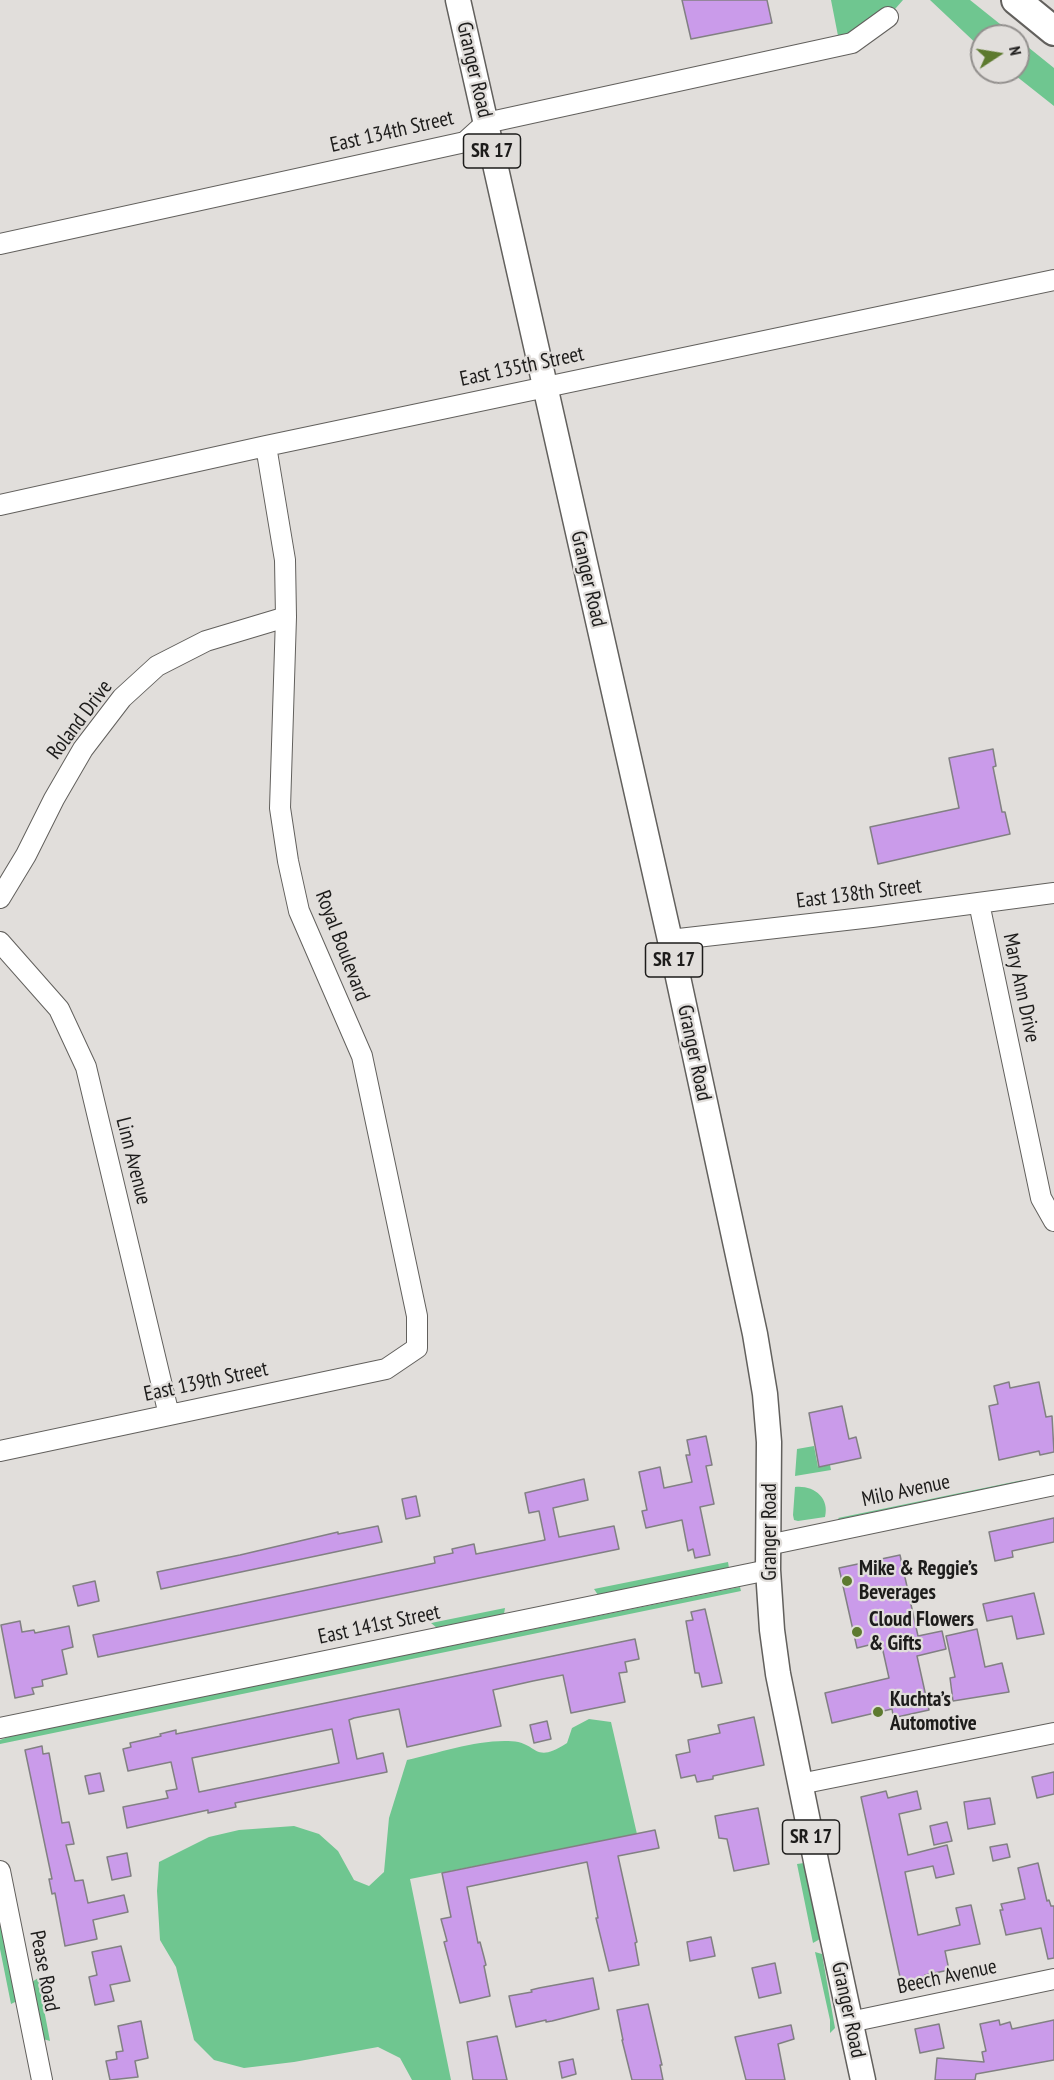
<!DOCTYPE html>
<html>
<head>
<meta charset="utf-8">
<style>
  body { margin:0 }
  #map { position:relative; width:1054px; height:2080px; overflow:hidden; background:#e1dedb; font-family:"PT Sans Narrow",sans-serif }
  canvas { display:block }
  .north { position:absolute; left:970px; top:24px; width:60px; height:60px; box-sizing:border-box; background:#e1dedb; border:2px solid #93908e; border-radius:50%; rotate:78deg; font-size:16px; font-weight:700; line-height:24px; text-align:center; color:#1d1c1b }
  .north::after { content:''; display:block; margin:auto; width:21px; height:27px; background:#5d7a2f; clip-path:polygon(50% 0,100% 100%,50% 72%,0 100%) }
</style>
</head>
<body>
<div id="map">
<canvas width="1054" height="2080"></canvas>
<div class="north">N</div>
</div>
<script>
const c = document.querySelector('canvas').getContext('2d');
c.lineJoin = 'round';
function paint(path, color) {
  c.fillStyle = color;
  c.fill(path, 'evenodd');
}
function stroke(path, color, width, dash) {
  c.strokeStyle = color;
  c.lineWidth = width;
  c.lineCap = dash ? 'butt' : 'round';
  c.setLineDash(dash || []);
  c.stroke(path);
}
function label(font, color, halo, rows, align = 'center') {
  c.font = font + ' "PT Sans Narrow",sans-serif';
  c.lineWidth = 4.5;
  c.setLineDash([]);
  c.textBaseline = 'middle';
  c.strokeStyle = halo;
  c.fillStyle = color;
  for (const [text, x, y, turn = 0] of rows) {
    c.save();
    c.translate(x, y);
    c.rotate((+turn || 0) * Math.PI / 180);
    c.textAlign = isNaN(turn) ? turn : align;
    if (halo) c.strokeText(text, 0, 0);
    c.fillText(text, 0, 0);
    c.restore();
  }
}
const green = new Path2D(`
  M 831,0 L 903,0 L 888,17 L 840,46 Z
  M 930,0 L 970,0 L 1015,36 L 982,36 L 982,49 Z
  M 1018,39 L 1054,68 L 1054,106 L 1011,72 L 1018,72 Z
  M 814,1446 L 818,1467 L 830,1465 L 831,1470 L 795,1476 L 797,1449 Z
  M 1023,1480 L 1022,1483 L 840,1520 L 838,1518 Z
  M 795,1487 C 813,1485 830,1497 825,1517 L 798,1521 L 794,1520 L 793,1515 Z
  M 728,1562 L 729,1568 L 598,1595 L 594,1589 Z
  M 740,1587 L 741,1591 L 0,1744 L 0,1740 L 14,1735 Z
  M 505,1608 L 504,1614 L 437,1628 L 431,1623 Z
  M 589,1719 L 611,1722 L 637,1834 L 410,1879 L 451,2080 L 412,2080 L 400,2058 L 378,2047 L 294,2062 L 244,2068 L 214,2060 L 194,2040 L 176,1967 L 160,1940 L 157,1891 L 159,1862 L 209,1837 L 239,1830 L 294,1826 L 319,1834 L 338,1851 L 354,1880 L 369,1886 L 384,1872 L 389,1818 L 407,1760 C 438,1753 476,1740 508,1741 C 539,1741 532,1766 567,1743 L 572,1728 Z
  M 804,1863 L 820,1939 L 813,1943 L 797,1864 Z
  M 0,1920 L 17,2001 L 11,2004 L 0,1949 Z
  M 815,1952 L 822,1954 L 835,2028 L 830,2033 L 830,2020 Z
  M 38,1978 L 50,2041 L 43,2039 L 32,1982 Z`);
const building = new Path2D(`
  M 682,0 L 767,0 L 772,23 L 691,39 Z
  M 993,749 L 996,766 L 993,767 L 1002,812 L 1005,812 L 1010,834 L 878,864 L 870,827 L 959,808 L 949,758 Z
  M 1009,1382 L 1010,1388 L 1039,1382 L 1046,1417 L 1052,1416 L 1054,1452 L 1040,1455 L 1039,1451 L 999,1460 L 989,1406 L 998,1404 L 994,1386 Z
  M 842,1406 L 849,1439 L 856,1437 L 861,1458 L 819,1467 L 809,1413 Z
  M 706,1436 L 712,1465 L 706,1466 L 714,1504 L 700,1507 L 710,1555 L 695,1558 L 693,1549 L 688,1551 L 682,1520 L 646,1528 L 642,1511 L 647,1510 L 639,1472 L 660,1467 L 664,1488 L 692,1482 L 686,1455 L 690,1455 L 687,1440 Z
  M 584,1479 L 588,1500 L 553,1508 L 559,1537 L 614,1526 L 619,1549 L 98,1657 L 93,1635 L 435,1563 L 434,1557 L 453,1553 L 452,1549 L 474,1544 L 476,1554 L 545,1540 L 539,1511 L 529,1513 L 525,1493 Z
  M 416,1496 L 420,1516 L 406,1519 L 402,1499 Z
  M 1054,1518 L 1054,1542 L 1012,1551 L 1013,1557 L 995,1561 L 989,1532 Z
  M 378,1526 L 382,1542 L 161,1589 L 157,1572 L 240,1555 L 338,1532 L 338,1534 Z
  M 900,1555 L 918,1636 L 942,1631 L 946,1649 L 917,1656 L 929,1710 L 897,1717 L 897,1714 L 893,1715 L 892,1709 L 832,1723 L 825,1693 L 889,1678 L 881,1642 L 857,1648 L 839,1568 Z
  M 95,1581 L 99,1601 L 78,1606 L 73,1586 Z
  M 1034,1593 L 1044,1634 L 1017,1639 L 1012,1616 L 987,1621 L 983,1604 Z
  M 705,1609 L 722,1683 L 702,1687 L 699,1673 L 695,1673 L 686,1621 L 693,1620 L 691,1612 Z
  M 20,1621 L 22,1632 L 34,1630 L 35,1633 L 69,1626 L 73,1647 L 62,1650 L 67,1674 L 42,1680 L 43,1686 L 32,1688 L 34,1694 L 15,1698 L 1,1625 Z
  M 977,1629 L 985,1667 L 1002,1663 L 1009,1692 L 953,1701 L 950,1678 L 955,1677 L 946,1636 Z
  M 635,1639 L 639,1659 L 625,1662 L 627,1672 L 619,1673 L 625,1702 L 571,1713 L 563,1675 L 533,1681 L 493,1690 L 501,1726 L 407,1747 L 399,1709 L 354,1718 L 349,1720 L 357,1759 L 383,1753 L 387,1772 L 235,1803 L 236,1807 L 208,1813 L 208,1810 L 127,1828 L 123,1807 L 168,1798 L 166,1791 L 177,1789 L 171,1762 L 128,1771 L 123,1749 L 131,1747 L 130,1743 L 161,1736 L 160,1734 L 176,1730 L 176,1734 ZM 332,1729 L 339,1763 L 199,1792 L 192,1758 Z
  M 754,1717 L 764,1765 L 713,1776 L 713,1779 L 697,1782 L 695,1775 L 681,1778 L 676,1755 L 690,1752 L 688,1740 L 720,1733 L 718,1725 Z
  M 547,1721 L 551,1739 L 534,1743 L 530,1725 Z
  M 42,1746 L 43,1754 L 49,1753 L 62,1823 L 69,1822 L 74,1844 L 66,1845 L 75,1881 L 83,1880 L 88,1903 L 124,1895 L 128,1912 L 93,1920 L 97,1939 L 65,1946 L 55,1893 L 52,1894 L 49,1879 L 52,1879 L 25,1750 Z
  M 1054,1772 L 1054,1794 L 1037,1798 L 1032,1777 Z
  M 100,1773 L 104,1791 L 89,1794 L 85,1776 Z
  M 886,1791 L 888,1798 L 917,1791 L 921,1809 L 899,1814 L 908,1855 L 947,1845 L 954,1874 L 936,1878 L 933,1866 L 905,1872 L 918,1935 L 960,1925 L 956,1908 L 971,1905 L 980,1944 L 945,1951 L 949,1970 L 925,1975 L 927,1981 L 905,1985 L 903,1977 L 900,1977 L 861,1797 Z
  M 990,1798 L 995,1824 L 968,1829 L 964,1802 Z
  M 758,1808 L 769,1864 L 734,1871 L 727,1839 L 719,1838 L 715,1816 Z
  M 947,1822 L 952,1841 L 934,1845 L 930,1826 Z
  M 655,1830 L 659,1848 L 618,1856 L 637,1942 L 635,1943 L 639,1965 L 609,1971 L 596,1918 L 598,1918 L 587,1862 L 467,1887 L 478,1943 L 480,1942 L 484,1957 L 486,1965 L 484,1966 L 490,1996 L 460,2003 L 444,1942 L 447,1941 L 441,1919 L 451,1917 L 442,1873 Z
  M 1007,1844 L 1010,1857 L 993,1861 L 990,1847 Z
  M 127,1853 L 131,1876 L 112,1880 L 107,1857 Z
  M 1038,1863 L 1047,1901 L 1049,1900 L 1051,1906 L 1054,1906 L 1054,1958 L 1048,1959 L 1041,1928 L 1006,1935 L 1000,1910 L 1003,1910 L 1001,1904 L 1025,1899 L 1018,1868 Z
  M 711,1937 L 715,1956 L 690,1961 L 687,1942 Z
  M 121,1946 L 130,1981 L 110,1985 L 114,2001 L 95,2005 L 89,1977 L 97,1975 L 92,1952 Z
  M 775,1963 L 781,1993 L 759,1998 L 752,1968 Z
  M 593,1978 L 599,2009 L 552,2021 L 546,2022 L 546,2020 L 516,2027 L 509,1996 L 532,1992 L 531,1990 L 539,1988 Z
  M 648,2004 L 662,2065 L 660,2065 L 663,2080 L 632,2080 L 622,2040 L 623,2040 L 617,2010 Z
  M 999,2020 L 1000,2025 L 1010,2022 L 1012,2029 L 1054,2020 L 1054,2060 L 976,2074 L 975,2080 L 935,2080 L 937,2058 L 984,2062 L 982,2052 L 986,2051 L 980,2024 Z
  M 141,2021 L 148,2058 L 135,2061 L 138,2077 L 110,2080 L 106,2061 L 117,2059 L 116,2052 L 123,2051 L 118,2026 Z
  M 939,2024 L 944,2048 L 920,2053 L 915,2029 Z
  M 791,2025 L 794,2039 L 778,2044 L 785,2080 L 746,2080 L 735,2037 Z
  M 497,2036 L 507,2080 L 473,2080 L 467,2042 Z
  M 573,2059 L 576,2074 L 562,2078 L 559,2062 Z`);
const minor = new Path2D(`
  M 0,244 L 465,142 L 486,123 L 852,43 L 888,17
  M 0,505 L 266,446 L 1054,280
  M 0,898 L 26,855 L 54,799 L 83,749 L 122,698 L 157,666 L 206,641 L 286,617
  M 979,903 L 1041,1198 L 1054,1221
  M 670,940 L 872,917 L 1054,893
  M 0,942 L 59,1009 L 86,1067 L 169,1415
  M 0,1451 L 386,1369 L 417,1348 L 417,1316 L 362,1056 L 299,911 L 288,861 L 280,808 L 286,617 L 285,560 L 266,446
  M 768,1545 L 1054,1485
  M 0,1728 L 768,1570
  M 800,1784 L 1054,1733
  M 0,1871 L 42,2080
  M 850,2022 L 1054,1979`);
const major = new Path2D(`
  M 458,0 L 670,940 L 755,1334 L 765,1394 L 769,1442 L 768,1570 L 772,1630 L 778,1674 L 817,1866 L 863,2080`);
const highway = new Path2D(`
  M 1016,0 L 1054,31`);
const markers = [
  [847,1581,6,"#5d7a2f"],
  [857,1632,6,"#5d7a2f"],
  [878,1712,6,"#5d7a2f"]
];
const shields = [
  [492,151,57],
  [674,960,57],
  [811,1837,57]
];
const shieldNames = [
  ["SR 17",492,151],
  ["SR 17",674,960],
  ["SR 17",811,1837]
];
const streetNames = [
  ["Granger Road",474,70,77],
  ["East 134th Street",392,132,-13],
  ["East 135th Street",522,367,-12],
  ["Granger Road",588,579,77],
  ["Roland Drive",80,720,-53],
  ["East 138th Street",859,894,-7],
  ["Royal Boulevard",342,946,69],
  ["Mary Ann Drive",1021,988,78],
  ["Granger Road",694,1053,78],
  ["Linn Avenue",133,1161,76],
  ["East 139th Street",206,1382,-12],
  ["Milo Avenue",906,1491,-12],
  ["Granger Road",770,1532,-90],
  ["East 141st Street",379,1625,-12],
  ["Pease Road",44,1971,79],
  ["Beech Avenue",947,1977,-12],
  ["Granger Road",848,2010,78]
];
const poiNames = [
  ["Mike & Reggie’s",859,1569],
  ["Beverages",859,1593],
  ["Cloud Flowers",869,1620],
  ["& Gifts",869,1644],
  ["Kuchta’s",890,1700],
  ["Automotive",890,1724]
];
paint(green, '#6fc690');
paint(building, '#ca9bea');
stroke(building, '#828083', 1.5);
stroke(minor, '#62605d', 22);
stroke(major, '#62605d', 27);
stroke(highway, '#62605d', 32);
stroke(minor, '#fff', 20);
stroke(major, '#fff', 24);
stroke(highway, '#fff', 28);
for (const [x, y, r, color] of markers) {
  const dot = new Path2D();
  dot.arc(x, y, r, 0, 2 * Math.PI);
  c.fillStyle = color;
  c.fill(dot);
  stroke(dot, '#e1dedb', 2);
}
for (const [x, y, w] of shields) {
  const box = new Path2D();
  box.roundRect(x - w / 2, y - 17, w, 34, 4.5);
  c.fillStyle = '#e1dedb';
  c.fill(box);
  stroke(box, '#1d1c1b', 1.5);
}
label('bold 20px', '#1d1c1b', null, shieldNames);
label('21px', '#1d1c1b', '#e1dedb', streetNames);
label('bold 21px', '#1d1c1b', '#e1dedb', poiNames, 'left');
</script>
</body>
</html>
==
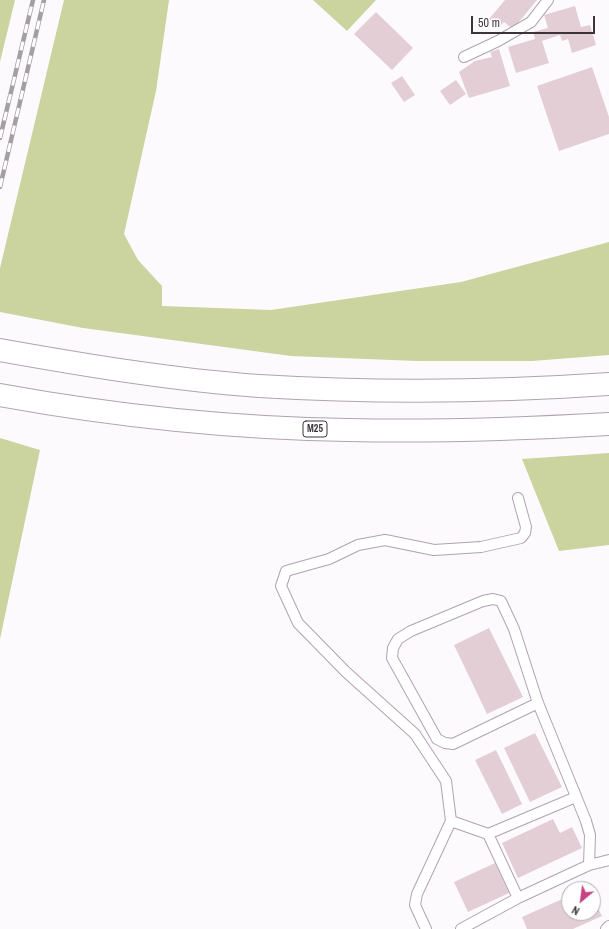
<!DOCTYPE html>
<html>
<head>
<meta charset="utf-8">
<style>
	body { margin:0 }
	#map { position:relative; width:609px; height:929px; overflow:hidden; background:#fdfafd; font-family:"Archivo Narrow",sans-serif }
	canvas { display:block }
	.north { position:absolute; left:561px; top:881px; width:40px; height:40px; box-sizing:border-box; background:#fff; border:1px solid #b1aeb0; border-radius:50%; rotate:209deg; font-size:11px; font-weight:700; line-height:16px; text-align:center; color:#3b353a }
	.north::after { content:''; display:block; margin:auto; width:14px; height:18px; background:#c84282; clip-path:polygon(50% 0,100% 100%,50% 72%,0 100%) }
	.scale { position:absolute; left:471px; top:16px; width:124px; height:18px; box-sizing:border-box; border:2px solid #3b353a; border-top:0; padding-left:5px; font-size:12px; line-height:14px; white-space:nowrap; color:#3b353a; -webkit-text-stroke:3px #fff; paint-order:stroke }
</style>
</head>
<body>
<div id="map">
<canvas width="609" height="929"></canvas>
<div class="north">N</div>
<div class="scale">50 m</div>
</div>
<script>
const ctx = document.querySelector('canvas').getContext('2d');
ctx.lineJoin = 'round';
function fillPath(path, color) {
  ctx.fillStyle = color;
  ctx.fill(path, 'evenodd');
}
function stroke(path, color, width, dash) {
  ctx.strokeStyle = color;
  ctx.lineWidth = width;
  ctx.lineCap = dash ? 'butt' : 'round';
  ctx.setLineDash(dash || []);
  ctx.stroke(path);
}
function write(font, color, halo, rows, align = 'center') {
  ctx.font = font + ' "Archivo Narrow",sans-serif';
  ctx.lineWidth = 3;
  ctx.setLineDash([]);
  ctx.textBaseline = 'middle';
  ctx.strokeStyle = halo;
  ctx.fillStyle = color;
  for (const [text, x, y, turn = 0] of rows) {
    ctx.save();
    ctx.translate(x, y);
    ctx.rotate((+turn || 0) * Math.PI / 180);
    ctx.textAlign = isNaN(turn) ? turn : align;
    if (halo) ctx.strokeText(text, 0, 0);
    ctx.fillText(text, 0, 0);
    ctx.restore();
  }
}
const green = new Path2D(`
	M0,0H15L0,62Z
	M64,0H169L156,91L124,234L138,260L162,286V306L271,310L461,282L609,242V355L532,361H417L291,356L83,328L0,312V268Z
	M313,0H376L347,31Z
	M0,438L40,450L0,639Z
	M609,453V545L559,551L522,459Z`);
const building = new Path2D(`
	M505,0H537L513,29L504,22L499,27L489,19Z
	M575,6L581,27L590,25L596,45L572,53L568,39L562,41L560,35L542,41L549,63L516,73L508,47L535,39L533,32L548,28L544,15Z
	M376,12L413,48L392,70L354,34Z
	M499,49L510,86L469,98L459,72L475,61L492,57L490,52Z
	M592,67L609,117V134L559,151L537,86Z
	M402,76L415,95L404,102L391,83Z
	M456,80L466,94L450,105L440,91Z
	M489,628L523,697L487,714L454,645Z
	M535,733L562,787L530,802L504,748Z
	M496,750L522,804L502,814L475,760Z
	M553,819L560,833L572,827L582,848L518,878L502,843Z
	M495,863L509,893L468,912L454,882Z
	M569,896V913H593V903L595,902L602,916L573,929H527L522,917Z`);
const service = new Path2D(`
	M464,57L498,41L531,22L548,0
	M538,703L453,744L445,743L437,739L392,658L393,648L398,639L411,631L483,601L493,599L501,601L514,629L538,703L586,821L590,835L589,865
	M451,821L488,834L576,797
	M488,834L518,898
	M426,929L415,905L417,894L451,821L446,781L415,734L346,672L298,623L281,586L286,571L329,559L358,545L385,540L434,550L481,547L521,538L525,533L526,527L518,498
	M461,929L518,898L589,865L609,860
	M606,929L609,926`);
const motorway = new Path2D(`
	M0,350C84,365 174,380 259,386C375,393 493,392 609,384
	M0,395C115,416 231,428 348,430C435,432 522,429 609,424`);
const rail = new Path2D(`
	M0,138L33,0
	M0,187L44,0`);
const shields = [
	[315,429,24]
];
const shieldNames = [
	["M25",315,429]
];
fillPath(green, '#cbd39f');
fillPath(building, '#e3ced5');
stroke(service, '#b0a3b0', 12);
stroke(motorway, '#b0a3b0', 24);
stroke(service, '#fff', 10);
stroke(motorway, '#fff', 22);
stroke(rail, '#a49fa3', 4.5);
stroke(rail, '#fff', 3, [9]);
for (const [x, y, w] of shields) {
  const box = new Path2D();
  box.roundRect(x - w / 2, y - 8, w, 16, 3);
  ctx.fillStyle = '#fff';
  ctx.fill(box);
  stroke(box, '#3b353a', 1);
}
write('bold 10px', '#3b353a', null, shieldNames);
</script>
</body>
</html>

▶ **Aim of the exercise**:
All lines of the entries containing the string "lineJoin" must be shown in full.

▶ **Solution**:
c.lineJoin = 'round';
ctx.lineJoin = 'round';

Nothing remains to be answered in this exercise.